• How to complete this task: Look through the data below and show every line that includes "water".

Stored items:

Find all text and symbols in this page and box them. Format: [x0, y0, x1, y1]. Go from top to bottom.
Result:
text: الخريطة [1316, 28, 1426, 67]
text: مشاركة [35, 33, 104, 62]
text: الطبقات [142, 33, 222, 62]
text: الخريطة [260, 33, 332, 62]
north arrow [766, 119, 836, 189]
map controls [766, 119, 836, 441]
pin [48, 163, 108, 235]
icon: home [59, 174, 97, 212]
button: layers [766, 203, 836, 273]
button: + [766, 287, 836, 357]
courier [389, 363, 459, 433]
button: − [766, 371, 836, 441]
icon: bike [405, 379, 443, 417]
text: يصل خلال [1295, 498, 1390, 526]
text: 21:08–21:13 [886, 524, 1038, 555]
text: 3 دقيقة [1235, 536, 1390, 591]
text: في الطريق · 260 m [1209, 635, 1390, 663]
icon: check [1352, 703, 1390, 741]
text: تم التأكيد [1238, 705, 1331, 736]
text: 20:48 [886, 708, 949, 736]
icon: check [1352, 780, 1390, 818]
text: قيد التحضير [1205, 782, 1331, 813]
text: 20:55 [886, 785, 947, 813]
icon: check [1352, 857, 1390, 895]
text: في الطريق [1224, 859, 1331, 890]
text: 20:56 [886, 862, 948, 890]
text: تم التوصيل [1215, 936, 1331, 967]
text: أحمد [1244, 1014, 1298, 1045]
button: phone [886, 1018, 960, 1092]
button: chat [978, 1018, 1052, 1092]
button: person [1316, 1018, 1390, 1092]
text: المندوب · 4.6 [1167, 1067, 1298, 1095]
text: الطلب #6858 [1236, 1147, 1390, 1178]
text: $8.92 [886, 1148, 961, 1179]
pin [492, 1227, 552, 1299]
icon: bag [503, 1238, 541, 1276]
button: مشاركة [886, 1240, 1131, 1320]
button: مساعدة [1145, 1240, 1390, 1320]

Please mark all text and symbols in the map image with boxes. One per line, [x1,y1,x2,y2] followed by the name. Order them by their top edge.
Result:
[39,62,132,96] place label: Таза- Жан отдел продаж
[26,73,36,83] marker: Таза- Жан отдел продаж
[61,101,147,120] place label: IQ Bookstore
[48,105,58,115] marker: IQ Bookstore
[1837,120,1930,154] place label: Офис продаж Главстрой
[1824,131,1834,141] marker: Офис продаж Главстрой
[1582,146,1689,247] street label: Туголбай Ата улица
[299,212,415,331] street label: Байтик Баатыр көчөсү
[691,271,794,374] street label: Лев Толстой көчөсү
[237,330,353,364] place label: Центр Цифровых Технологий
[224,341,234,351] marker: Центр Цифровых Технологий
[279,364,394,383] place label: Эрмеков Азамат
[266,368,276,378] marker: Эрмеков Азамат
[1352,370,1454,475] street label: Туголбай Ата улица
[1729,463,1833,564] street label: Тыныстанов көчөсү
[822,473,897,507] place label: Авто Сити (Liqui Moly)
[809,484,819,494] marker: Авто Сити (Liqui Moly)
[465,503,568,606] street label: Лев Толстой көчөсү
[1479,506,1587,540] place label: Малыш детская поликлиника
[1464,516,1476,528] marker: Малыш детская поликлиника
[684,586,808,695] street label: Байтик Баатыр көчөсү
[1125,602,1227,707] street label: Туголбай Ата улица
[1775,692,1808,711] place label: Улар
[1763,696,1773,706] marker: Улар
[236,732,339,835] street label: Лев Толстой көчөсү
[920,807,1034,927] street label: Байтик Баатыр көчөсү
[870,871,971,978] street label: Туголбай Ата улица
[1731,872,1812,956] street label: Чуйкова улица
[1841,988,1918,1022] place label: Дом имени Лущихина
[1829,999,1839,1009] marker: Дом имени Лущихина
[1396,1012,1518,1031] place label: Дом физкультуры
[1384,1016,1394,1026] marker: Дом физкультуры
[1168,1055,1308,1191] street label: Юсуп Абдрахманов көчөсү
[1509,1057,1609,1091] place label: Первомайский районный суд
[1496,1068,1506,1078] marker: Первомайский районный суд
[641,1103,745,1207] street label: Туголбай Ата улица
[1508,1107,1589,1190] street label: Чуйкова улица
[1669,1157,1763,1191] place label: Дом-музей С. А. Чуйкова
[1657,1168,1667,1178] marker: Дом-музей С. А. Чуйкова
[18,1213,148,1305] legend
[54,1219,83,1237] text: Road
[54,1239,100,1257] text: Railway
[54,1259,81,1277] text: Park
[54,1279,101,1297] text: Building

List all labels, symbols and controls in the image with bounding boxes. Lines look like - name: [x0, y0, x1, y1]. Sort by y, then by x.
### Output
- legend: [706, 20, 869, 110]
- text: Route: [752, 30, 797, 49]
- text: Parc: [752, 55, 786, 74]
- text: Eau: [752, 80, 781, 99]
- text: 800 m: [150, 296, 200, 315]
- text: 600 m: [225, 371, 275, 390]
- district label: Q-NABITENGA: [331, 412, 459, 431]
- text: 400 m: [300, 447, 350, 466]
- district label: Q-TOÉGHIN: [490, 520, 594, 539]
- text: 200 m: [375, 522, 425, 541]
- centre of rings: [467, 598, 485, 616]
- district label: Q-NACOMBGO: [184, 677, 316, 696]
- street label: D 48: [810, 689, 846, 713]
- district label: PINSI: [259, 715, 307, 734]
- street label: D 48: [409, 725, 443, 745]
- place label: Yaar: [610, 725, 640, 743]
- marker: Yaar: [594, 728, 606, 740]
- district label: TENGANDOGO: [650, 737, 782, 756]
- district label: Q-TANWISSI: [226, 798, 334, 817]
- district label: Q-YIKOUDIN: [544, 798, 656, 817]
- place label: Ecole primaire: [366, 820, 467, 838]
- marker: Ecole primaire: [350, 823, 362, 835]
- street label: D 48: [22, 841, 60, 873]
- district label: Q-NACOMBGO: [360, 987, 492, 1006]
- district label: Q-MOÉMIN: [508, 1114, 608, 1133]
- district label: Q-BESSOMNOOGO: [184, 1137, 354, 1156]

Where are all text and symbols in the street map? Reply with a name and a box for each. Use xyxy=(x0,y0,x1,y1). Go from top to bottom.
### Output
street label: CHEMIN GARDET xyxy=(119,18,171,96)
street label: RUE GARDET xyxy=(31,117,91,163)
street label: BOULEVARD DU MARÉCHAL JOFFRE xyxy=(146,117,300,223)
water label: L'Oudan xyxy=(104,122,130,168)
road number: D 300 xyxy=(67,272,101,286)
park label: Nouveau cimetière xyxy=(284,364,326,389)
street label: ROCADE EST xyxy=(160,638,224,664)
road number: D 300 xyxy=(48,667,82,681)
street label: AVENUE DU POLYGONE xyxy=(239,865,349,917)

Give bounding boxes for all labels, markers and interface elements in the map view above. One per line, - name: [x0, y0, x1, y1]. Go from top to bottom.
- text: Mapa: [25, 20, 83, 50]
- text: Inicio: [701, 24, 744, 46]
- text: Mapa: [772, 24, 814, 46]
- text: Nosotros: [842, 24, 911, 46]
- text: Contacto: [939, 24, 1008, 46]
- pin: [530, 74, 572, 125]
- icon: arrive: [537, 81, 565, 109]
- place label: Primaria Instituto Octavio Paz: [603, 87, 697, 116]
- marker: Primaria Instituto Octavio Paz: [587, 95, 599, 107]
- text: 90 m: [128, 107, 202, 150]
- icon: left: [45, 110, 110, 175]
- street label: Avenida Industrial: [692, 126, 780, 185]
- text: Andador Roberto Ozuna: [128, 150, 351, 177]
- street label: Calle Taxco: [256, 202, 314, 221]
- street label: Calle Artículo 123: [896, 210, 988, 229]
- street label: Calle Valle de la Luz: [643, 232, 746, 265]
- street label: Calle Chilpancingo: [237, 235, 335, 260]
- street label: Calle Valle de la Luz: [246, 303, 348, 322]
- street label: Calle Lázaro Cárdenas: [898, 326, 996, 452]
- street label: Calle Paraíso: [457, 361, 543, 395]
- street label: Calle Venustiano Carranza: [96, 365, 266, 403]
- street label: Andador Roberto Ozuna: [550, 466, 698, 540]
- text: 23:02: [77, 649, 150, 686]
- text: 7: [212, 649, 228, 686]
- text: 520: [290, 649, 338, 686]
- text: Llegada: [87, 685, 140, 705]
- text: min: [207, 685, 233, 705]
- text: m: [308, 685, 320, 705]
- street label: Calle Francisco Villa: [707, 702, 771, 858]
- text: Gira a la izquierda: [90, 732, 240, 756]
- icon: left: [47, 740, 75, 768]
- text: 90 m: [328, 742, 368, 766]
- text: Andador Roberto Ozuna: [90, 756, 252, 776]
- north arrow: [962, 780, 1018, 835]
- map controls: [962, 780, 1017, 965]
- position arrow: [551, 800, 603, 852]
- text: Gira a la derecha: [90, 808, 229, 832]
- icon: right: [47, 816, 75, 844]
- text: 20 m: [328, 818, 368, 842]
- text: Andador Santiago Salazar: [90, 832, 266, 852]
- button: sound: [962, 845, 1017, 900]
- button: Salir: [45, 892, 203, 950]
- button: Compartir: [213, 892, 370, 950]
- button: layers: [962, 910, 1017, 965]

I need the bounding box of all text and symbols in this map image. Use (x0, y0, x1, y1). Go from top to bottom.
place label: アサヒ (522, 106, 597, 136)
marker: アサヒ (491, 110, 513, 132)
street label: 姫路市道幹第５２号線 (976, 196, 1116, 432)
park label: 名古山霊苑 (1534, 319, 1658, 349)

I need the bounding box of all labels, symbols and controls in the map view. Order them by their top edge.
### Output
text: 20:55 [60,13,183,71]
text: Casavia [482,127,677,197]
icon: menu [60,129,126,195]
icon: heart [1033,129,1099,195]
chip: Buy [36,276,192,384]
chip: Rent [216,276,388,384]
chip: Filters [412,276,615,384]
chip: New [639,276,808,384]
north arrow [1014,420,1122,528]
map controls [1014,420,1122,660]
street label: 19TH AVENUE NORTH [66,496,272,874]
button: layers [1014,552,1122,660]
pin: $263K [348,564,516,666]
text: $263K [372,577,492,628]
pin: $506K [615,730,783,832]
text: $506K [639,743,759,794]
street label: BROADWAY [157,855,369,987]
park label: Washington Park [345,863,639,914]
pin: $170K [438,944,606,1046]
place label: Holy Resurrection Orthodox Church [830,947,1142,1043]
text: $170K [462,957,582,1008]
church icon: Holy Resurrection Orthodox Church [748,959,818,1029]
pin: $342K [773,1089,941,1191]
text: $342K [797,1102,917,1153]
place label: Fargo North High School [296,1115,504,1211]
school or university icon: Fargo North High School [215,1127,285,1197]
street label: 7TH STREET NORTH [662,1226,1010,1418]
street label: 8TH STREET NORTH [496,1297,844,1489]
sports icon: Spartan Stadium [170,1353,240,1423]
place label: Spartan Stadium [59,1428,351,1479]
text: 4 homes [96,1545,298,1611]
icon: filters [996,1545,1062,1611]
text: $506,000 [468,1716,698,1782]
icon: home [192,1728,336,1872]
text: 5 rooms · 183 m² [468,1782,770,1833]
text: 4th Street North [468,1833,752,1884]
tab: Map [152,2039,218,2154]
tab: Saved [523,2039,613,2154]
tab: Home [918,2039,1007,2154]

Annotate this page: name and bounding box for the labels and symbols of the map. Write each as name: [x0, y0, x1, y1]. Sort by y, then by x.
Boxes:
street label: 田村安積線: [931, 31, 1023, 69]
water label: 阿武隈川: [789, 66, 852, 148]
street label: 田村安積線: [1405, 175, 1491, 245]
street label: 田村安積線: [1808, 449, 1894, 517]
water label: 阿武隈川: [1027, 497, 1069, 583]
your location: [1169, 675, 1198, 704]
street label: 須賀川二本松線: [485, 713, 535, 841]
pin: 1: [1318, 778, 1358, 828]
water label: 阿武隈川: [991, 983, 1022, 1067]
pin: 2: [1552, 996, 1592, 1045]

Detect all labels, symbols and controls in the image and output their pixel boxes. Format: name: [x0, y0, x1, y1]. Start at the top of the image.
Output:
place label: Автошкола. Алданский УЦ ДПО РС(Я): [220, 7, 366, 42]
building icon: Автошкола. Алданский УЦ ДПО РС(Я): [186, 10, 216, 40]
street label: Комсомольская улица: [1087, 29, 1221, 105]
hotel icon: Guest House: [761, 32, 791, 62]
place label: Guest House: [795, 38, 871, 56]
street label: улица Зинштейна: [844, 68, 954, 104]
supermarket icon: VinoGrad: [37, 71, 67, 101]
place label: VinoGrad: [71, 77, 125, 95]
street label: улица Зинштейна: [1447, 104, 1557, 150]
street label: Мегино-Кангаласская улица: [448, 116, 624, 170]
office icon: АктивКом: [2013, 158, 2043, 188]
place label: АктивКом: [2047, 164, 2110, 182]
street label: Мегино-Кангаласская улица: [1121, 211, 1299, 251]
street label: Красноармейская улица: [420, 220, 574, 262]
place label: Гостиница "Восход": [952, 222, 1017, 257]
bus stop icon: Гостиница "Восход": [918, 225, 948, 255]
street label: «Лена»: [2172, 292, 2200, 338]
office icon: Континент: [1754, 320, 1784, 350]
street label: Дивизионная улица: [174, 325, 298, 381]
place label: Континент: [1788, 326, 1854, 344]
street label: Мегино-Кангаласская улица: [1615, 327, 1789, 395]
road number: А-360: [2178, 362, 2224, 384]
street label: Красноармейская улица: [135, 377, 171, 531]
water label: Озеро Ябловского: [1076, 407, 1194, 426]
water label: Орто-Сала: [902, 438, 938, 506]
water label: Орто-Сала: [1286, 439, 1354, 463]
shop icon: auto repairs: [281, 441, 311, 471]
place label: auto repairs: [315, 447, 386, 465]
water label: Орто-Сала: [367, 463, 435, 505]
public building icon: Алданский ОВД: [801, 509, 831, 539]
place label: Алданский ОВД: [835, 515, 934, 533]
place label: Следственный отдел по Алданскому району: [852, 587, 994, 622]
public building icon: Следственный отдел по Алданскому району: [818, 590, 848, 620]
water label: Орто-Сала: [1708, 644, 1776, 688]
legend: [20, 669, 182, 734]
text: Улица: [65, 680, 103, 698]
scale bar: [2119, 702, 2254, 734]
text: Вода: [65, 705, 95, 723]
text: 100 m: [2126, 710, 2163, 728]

• Written answer:
water label: L'Oudan xyxy=(104,122,130,168)
water label: 阿武隈川: [789, 66, 852, 148]
water label: 阿武隈川: [1027, 497, 1069, 583]
water label: 阿武隈川: [991, 983, 1022, 1067]
water label: Озеро Ябловского: [1076, 407, 1194, 426]
water label: Орто-Сала: [902, 438, 938, 506]
water label: Орто-Сала: [1286, 439, 1354, 463]
water label: Орто-Сала: [367, 463, 435, 505]
water label: Орто-Сала: [1708, 644, 1776, 688]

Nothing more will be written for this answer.